* **EXERCISE**: Given the listing below, write out exactly the lines starting with the line that has "position:absolute; width:21px; height:21px;" and going on through the line that has "font-size:23px; font-weight:400; color:var(--muted)", both kept.
BEGIN
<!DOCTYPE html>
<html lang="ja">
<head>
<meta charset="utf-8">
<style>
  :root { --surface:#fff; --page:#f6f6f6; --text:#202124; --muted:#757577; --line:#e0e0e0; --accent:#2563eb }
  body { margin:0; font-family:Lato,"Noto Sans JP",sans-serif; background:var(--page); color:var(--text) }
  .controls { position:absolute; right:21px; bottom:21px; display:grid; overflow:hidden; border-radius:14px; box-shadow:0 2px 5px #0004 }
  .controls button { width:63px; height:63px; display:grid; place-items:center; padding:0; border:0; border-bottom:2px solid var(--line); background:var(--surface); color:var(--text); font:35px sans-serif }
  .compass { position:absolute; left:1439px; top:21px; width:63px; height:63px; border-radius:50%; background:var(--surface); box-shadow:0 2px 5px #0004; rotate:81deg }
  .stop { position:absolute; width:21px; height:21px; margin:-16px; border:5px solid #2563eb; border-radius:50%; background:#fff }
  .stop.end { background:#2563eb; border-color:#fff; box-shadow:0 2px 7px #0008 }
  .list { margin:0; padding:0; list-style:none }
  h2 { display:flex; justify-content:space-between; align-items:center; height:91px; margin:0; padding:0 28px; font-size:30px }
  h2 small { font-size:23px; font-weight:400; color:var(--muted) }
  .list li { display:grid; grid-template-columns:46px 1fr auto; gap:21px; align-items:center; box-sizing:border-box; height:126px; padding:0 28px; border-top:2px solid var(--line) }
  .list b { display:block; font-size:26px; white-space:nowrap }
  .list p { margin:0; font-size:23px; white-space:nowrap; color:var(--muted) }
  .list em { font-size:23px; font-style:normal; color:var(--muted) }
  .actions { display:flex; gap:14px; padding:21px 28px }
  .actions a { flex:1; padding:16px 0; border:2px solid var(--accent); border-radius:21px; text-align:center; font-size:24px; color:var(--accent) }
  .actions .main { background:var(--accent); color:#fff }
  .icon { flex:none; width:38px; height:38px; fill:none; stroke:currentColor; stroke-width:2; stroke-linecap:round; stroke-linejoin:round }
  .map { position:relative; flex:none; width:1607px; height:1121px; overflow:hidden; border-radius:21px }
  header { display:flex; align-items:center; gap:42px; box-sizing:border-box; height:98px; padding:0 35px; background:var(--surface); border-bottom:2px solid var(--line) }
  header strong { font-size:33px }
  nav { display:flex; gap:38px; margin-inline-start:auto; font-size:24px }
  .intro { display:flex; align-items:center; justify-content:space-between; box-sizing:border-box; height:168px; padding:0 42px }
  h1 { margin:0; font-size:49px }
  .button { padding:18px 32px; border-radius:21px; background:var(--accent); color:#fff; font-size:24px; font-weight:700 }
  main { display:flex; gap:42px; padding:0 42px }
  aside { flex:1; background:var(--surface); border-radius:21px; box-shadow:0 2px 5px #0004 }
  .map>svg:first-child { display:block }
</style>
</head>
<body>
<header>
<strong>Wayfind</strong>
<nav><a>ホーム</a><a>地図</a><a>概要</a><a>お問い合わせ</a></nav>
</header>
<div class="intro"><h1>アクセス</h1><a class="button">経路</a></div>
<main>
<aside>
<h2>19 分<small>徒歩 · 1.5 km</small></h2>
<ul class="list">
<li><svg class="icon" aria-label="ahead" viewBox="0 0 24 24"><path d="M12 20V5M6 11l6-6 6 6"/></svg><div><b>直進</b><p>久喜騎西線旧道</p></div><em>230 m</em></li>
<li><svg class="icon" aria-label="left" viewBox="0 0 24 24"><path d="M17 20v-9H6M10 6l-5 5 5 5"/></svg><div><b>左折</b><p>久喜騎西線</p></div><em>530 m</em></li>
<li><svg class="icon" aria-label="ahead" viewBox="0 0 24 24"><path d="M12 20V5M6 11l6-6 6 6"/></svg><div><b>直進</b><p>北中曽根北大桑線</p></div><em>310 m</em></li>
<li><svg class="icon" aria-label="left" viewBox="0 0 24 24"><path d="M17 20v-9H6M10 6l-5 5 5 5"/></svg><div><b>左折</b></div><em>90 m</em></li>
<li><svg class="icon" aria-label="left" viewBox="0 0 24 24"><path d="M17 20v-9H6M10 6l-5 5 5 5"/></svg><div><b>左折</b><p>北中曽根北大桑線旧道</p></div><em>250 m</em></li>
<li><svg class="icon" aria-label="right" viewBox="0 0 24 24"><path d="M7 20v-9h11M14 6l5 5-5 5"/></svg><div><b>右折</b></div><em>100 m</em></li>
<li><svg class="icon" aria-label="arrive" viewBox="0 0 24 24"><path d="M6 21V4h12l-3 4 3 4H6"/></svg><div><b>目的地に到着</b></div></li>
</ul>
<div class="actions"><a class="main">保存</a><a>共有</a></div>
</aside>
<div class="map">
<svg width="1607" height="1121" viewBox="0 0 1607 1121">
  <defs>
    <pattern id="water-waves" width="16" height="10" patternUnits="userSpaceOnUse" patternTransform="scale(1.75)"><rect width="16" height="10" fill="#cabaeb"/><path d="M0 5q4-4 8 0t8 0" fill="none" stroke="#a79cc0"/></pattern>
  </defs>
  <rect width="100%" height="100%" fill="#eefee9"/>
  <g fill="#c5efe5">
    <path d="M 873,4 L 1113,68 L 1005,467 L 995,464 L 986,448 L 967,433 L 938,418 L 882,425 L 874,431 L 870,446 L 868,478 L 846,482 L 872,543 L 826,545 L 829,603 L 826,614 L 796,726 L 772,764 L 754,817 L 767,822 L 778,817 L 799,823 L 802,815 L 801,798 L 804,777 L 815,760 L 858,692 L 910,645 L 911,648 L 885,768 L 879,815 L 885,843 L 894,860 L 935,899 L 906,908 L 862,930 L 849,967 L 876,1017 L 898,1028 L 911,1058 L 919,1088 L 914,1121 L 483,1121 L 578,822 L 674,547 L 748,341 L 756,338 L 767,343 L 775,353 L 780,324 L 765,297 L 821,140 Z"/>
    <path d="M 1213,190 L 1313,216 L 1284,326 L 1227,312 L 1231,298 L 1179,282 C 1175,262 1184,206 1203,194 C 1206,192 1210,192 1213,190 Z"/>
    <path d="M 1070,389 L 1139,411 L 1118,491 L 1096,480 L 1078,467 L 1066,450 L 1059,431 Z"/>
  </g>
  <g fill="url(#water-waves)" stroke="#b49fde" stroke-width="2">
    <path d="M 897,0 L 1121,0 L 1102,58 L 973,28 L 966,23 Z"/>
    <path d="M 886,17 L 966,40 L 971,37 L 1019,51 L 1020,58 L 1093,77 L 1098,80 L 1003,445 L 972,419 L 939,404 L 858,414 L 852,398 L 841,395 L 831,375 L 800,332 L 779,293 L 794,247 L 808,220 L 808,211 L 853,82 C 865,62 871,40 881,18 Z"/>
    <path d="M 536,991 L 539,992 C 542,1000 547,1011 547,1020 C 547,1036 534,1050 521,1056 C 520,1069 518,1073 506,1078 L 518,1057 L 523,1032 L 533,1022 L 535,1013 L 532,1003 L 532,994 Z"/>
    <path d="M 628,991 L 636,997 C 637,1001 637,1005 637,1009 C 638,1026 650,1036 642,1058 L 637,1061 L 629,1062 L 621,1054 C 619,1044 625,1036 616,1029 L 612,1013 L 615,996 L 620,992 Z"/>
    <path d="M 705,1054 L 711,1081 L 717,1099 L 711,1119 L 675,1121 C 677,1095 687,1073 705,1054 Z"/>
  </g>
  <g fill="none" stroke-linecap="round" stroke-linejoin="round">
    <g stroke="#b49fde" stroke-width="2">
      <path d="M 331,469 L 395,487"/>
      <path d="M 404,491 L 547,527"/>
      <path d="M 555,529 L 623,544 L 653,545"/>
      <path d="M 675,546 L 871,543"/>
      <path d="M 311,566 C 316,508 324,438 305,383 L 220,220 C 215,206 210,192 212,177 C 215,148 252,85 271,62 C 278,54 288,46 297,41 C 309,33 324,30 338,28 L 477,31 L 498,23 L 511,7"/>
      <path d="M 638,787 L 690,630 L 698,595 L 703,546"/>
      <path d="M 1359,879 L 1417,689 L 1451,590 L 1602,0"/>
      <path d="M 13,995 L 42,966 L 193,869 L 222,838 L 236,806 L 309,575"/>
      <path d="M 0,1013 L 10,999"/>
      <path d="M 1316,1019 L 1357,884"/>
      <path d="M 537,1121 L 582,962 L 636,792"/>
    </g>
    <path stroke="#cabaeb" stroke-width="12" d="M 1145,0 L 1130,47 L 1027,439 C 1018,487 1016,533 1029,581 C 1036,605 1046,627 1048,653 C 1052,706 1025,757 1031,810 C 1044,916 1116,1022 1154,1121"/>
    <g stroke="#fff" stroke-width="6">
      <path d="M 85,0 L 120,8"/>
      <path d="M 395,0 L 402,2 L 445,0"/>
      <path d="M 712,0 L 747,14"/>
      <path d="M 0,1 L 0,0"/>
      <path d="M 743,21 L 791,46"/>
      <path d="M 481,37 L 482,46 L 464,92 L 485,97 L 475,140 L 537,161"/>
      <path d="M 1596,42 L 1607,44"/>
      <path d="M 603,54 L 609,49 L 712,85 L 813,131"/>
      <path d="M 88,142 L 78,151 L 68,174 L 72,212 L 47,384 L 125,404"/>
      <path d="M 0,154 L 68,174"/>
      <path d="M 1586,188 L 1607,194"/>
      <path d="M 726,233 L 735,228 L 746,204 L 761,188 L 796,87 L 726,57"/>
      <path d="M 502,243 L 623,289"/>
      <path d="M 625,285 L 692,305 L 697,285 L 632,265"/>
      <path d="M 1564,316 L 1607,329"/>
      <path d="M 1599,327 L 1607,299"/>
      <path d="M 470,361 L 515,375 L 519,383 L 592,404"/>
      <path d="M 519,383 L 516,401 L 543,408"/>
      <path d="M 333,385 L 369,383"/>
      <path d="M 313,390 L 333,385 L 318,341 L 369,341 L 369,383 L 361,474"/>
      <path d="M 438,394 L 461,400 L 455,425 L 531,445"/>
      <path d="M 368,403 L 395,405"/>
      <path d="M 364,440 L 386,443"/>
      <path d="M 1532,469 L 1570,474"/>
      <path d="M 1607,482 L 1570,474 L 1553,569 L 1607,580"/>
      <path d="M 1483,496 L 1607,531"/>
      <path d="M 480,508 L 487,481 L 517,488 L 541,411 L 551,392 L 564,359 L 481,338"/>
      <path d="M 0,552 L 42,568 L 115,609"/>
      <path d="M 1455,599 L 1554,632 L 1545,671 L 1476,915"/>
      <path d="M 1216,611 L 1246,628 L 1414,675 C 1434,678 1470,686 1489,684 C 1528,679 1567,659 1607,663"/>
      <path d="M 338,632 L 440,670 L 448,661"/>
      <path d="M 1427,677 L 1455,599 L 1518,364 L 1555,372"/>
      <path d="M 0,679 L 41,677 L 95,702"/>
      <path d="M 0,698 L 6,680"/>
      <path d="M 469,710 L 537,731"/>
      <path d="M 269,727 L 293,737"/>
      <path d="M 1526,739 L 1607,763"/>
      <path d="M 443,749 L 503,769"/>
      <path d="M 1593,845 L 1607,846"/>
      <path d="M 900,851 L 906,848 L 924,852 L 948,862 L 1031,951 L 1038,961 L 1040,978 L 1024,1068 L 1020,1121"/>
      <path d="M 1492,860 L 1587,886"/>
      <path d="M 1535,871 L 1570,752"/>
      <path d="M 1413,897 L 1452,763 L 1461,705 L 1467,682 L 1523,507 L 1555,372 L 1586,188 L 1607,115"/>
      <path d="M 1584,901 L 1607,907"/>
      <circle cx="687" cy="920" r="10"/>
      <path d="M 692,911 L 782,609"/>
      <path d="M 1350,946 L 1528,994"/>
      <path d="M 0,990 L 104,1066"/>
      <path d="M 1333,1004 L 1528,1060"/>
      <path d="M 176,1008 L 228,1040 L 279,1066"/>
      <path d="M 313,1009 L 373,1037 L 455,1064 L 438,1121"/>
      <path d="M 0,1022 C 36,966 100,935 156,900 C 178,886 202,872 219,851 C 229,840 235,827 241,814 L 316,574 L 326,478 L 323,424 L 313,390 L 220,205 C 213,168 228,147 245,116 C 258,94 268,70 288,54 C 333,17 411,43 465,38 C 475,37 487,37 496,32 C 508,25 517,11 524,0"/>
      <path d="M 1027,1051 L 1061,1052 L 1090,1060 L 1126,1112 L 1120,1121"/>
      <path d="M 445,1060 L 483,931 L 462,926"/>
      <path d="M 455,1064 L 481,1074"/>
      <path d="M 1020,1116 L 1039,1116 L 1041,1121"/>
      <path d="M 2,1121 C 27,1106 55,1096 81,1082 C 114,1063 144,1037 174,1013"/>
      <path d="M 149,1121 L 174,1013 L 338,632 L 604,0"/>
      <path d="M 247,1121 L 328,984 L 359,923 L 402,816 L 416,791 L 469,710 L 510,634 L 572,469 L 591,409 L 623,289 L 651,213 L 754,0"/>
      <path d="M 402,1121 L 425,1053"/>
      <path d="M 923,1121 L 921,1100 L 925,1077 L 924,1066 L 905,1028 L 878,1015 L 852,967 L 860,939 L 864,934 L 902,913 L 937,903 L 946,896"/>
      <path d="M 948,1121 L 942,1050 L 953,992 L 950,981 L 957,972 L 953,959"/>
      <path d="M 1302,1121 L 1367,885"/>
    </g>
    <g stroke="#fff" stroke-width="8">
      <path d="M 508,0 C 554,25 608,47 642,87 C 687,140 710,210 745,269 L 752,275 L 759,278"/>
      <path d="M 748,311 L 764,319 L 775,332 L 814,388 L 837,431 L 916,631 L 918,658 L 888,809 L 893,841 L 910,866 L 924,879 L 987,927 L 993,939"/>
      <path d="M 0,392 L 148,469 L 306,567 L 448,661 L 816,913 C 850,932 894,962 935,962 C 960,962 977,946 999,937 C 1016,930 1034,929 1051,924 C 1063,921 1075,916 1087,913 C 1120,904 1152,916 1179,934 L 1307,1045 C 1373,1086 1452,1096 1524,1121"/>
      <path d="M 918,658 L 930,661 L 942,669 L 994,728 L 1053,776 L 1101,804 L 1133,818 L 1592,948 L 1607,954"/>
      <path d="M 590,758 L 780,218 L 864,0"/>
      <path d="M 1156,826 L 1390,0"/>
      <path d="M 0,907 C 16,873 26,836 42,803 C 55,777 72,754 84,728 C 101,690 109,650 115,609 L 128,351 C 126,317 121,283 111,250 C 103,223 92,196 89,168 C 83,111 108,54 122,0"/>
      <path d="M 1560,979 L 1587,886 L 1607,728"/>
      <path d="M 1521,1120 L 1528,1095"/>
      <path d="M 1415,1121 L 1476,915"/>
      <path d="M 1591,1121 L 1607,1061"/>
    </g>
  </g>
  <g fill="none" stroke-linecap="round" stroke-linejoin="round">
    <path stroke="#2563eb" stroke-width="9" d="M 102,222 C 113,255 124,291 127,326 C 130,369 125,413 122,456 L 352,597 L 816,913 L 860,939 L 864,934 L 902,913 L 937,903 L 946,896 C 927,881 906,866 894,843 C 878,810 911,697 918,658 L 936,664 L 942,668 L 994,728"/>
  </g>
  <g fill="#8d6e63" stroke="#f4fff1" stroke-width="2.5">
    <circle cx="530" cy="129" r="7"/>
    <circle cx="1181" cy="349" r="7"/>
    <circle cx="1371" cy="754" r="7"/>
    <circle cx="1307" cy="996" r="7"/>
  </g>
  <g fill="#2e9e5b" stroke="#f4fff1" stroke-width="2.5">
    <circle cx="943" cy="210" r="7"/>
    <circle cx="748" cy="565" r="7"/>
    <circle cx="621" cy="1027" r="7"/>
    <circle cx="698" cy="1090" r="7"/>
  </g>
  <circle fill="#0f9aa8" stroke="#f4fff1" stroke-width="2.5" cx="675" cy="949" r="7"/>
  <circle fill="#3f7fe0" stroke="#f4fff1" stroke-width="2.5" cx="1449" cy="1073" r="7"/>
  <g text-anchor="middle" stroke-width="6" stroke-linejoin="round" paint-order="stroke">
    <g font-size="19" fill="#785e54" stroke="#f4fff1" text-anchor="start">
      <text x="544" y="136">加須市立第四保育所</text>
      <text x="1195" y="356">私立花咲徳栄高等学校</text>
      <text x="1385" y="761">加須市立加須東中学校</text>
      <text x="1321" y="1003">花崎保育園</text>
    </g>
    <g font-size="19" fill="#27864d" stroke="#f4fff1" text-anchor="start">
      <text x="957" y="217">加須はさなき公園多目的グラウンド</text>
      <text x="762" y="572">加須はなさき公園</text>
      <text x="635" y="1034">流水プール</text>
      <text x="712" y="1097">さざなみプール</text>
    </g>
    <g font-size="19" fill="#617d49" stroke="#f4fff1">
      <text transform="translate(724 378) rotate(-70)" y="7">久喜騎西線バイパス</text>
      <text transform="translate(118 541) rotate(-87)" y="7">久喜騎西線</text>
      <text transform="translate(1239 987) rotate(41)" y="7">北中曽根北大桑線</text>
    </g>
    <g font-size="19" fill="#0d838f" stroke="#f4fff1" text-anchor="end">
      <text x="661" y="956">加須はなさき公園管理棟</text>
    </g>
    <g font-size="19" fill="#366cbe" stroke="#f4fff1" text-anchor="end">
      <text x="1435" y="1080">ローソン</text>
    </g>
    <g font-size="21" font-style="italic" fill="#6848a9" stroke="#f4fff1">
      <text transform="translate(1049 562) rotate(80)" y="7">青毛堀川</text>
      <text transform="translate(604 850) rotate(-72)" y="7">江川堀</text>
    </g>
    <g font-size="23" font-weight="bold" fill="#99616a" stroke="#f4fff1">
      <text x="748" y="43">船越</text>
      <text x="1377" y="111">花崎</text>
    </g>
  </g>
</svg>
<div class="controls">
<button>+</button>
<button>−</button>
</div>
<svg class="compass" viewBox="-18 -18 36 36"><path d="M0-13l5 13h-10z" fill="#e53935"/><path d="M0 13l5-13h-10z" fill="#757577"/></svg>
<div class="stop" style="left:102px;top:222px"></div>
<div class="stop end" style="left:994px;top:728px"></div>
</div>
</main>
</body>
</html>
END
* **OUTPUT OF THE TASK**:
  .stop { position:absolute; width:21px; height:21px; margin:-16px; border:5px solid #2563eb; border-radius:50%; background:#fff }
  .stop.end { background:#2563eb; border-color:#fff; box-shadow:0 2px 7px #0008 }
  .list { margin:0; padding:0; list-style:none }
  h2 { display:flex; justify-content:space-between; align-items:center; height:91px; margin:0; padding:0 28px; font-size:30px }
  h2 small { font-size:23px; font-weight:400; color:var(--muted) }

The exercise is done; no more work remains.